# Recommendations anyone? - Las Vegas



## Daren (Jan 16, 2012)

I'm taking my wife for a surprise holiday at the end of October to Las Vegas to celebrate her birthday (its a biggie). I'm sure she'll love of it. Being the selfish person I am, I want to make sure I'm catered for.... So.... can you recommend any decent coffee shops?


----------



## Daren (Jan 16, 2012)

12hr bump


----------



## DoubleShot (Apr 23, 2014)

When I was last in Vegas s few years back, although I wasn't actively looking for speciality coffee shops, I can't say I noticed any around the main area of The Strip.

Lots of $tarbucks as one would expect!


----------



## Jumbo Ratty (Jan 12, 2015)

I cant recommend any coffee shops there but I can tell you my winning (not losing TOO much) strategy \ system for roulette


----------



## PeterF (Aug 25, 2014)

I don't think LV is a place for Artisan coffee shops. I would take some travelling kit with you, covered in a current post on this forum.

Have a great holiday!


----------



## Mrboots2u (May 10, 2013)

@Daren Here is a good place to ask

https://www.facebook.com/groups/thirdwavewichteln/


----------



## Daren (Jan 16, 2012)

Thanks for the replies chaps. It sounds like my worst fears confirmed.... A coffee desert









Aeropress and handgrinder time


----------



## craig01nire (Apr 4, 2013)

Not sure if I'm too late witht his reply, But there is a quite decent coffee shop located at the entrance of the Monte Carlo called Sambalatte. Best I found when I was there.


----------



## Fevmeister (Oct 21, 2013)

get yourself to gordon ramsey burgr

top top drawer


----------



## Daren (Jan 16, 2012)

Fevmeister said:


> get yourself to gordon ramsey burgr
> 
> top top drawer


Hopefully they'll be veggie otherwise no good to me


----------



## Jon (Dec 3, 2010)

Daren said:


> Hopefully they'll be veggie otherwise no good to me


Ramsay hates us veggies


----------



## Daren (Jan 16, 2012)

craig01nire said:


> Not sure if I'm too late witht his reply, But there is a quite decent coffee shop located at the entrance of the Monte Carlo called Sambalatte. Best I found when I was there.

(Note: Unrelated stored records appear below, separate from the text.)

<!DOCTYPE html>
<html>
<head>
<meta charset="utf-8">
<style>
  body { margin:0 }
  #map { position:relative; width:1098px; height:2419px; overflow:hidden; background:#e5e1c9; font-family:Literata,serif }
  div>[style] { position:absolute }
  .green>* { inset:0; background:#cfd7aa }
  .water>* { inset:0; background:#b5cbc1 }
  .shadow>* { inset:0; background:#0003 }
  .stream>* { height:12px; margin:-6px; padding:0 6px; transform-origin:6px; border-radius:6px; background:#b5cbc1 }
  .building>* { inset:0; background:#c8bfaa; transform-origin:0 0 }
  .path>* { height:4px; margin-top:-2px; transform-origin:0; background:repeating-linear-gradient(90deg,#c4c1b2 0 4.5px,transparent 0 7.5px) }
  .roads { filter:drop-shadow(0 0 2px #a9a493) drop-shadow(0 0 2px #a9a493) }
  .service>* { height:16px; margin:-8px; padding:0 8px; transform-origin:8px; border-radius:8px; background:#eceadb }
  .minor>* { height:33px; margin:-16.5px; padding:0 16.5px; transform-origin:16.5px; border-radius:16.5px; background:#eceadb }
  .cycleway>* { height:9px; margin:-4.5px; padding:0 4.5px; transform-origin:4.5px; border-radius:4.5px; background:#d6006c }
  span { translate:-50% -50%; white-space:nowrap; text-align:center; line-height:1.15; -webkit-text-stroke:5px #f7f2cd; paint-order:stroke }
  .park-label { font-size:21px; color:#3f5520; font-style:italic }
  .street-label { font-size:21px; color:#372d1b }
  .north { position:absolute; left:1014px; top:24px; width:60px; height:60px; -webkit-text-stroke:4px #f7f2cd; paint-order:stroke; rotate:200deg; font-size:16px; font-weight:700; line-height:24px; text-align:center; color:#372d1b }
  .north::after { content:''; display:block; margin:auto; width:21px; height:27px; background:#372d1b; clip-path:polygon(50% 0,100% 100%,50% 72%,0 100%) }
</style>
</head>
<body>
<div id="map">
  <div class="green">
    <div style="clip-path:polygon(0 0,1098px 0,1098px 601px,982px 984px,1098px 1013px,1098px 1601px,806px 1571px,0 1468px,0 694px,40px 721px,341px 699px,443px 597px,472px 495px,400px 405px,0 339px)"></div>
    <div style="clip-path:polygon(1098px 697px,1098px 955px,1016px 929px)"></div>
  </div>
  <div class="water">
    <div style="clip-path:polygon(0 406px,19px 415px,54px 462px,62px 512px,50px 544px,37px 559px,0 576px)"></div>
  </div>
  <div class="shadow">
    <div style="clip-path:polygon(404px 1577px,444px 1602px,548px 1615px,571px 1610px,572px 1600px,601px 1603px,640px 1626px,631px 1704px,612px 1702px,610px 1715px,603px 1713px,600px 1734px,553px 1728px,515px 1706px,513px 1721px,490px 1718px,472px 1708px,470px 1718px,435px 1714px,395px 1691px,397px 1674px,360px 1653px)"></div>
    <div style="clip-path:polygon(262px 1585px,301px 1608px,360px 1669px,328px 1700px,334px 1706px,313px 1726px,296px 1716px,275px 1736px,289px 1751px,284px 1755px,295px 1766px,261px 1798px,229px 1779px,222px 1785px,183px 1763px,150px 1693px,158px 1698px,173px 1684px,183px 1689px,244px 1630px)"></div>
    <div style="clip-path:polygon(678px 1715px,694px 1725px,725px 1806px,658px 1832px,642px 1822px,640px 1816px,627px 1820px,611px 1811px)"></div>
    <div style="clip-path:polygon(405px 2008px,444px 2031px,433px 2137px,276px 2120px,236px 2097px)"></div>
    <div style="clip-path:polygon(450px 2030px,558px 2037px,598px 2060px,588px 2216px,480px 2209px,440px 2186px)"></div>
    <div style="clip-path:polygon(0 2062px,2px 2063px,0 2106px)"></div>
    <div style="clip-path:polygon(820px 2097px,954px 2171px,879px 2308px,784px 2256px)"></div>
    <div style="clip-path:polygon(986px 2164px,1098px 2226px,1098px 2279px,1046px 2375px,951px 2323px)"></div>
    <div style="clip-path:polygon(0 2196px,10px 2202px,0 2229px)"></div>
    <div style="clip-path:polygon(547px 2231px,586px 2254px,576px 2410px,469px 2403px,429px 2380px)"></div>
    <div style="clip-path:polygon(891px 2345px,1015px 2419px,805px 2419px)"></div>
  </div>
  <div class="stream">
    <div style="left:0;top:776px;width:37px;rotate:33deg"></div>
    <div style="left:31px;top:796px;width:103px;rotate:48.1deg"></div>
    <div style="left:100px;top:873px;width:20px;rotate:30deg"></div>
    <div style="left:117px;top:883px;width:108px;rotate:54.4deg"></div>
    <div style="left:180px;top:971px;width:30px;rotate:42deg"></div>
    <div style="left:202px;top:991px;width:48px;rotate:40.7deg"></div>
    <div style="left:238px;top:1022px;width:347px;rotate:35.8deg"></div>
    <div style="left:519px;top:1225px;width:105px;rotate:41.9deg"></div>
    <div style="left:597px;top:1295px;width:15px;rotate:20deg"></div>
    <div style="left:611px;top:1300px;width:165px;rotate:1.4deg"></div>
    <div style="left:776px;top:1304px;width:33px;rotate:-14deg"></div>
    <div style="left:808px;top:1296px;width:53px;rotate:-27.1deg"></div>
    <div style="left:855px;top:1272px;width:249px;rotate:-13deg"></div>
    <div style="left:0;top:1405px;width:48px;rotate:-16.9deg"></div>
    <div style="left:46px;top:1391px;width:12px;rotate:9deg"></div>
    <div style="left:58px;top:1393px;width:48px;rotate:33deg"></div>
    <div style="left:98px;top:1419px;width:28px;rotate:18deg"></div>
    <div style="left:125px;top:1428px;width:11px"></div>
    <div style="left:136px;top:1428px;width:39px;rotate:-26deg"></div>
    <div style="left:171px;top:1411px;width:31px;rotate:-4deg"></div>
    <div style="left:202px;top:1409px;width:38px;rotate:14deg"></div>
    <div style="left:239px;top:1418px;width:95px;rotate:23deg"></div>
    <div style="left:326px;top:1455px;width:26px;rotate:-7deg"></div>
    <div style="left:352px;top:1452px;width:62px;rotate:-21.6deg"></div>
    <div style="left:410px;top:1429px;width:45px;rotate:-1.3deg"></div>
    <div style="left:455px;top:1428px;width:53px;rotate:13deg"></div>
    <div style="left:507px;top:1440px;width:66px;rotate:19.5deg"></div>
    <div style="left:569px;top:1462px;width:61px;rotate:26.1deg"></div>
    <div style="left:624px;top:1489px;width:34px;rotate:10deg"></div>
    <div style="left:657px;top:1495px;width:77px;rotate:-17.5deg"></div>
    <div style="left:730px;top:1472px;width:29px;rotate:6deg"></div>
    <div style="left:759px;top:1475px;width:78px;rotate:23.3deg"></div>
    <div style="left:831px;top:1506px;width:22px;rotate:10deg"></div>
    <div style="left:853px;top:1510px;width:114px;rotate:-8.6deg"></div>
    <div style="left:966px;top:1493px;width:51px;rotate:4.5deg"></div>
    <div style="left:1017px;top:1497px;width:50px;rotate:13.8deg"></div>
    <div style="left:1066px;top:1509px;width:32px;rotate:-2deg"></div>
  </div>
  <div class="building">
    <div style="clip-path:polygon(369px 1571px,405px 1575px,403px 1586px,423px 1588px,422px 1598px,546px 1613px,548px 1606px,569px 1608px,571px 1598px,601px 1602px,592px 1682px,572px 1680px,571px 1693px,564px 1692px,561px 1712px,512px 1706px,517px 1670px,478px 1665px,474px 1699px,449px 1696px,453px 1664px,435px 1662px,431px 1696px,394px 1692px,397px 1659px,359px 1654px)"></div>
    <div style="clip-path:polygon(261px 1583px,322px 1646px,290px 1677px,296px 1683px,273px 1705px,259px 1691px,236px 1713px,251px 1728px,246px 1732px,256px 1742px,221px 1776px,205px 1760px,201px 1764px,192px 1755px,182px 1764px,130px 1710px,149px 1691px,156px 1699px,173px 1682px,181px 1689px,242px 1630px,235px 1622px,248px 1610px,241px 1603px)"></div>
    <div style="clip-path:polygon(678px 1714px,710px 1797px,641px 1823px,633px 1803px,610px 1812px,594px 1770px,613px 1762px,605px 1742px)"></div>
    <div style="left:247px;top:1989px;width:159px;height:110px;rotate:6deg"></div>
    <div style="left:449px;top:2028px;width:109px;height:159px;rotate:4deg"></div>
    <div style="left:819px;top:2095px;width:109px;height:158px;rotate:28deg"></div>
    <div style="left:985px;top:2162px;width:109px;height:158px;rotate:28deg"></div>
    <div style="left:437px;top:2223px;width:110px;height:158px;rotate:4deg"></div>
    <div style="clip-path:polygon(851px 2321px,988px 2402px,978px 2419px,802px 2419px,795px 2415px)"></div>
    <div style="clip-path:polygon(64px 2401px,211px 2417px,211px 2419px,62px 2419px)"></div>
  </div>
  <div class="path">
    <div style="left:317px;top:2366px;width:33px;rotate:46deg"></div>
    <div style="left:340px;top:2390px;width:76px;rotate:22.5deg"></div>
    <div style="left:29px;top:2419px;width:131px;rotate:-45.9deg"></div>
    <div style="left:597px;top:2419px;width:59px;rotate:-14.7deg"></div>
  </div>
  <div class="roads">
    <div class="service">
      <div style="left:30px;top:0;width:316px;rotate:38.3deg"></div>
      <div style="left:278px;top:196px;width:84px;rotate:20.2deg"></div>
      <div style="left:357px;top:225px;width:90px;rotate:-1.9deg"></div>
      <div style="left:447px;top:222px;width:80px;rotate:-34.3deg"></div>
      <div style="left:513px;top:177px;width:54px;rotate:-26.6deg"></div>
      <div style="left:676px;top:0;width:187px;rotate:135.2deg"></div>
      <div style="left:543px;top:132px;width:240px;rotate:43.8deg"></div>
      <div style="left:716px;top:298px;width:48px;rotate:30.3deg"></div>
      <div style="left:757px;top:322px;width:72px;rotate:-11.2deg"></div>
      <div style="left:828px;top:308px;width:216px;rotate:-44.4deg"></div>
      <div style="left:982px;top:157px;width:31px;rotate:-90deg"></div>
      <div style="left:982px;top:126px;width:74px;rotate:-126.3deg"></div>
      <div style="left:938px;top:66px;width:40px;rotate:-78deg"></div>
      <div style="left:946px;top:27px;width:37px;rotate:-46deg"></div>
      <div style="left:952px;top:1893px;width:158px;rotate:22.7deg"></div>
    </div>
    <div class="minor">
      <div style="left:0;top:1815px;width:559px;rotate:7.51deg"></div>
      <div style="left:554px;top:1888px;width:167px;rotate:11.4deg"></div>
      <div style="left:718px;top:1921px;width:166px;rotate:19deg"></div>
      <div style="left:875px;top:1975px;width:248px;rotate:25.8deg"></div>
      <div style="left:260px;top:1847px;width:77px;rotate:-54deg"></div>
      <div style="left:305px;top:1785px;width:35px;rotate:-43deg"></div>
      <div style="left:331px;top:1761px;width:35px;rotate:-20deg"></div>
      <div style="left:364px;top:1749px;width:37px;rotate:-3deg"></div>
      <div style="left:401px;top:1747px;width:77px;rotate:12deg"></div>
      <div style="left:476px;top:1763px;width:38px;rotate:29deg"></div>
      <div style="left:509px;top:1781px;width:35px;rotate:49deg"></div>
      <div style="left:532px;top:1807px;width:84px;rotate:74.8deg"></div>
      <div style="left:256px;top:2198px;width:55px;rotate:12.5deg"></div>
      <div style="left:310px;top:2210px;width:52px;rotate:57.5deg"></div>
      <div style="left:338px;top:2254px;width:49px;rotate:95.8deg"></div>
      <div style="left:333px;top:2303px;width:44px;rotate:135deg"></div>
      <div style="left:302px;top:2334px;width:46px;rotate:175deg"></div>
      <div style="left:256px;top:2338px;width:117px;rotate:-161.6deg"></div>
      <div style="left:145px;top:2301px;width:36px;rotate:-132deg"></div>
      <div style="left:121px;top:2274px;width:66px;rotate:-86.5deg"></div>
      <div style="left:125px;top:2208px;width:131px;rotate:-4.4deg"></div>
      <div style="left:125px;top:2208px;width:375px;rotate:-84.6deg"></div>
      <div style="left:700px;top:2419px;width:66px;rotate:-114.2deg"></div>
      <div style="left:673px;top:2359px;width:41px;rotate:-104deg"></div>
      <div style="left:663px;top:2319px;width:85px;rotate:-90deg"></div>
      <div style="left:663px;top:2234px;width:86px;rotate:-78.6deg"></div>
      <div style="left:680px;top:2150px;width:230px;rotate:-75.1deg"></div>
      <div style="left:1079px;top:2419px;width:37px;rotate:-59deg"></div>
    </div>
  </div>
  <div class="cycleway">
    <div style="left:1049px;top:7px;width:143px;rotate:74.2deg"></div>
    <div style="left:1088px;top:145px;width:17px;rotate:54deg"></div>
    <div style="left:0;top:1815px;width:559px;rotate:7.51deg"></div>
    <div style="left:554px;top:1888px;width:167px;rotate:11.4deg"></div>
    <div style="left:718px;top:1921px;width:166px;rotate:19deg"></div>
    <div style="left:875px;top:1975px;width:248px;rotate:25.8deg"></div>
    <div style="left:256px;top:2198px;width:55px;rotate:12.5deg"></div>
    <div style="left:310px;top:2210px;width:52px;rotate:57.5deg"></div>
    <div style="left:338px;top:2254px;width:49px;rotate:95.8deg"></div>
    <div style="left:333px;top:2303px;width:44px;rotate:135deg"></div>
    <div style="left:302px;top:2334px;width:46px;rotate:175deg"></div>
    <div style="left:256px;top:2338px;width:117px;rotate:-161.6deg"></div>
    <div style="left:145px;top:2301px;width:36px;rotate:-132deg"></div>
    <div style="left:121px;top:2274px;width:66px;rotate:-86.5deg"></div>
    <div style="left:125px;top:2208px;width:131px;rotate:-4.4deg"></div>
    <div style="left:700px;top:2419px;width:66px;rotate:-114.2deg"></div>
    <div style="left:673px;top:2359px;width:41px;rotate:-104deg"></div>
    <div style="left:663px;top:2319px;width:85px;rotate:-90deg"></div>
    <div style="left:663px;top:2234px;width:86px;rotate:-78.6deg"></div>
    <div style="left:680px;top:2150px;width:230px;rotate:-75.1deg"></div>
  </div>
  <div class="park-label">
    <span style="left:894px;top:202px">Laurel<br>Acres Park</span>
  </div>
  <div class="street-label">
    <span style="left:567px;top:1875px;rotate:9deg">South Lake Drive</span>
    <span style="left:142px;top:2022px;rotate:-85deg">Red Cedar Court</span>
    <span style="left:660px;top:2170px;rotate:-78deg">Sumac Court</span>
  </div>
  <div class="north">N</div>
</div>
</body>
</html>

I saw this on the web Craig. It's the only place I've found during my research that's sparked any interest from me. I'll report back on my return... Can't wait!!! 2 days till departure


----------



## Fevmeister (Oct 21, 2013)

That's a shame Daren didn't realise you were a vegetablearian

i took a client to yonaka when I was over there and he was a veggie and seemed to really enjoy it

id recommend it


----------